By whom? A recent case that was decided by the California Court of Appeal
addressed this very question.
In 1998, N.V. Heathorn, Inc. (“HEATHORN”) entered into a contract with Nielsen
Dillingham Builders, Inc. (“NDBI”). NDBI was “acting in the capacity of a
general contractor on a public works project” — namely improvement work on the
San Mateo County Health Center. HEATHORN was the subcontractor providing labor
and materials for this project. By mid 2001, NDBI owed HEATHORN over $400,000
for HEATHORN’s contributions to the project. Therefore, HEATHORN filed a lawsuit
against NDBI. In turn, NDBI filed for bankruptcy, which relieved them of their
obligation to pay.
Under Civil Code section 3247, the public entity must require the original
contractor to file a payment bond if the project is for more than $25,000. The
County of San Mateo (“COUNTY”) did not do so in this case. Therefore, HEATHORN
was now left without a payment source.
In February 2003, HEATHORN submitted a claim to the COUNTY seeking damages it
should have been able to recover from NDBI. The COUNTY rejected this claim
making the following arguments: First, HEATHORN has not demonstrated an “injury”

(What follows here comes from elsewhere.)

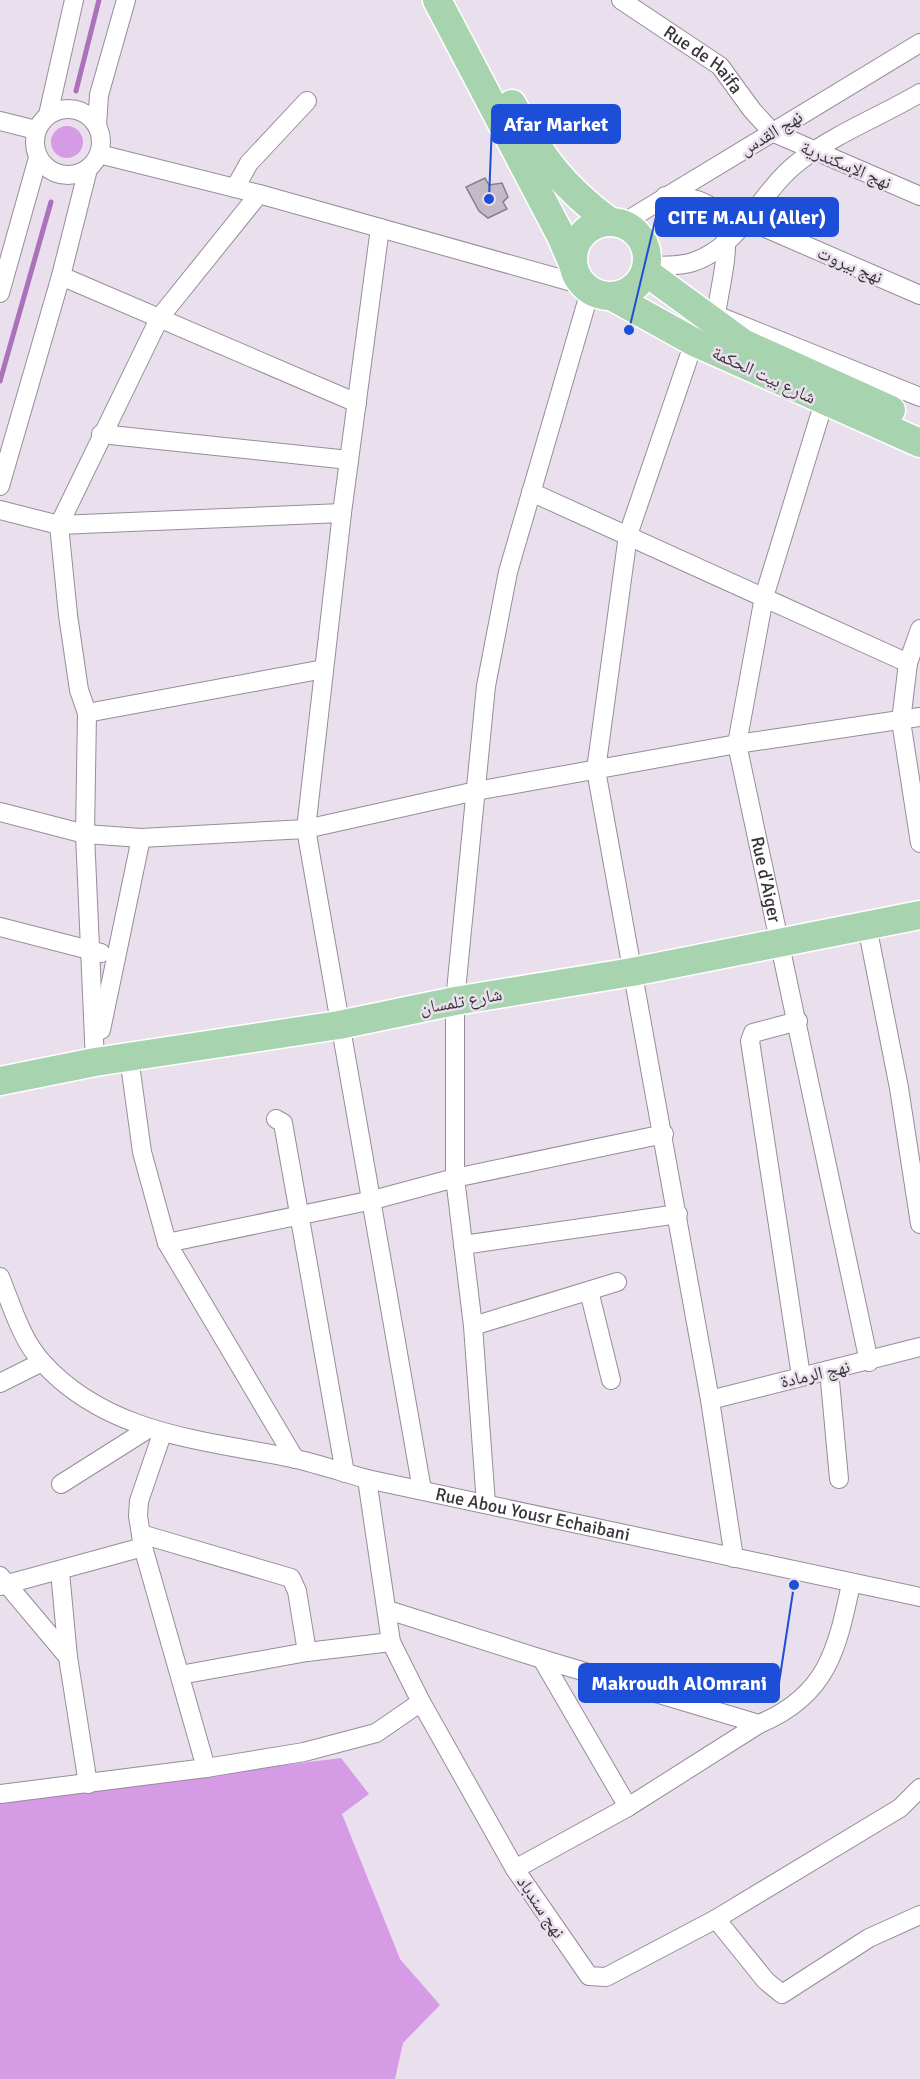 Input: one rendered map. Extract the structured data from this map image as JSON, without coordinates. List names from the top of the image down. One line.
{"streets":{"main road":["شارع بيت الحكمة","شارع تلمسان"],"street":["Rue de Haifa","نهج القدس","نهج الإسكندرية","نهج بيروت","Rue d'Aiger","نهج الرمادة","Rue Abou Yousr Echaibani","نهج سندباد"]},"crossings":[["Rue de Haifa","نهج القدس"],["Rue de Haifa","نهج الإسكندرية"],["نهج القدس","نهج الإسكندرية"],["نهج القدس","نهج بيروت"],["نهج القدس","شارع بيت الحكمة"],["شارع بيت الحكمة","Rue d'Aiger"],["Rue d'Aiger","شارع تلمسان"],["Rue d'Aiger","نهج الرمادة"],["Rue Abou Yousr Echaibani","نهج سندباد"]],"places":["Afar Market","CITE M.ALI (Aller)","Makroudh AlOmrani"]}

under the Government Tort Claims Act; and second, the action was time-barred.
The Government Tort Claims Act allows someone to recover against a public entity
for injuries suffered only if the injury is of a nature that would be actionable
if caused by a private individual. That is to say, the court cannot hold the
government liable for causing harm to this subcontractor, if a regular person,
in the government’s shoes, would not be held liable. Moreover, the injury must
be caused by the COUNTY’s failure to exercise a duty—here, the duty to require a
payment bond. In response, if the public entity can show that “it exercised
reasonable diligence to discharge the duty,” the public entity will not be
liable. The trial court agreed with the COUNTY’s first argument and found in
favor of the COUNTY.
We have previously written about the importance of mechanic’s lien rights and
their constitutional authority. However, government projects are not subject to
mechanic’s liens because of sovereign immunity. Sovereign immunity is the
doctrine that bars an action against the government without its consent. The
only remedies available on public works are stop notices and actions on the
payment bond. Thus, the payment bond is essentially the equivalent of a
mechanic’s lien where the stop notice is inadequate due to insufficient funds.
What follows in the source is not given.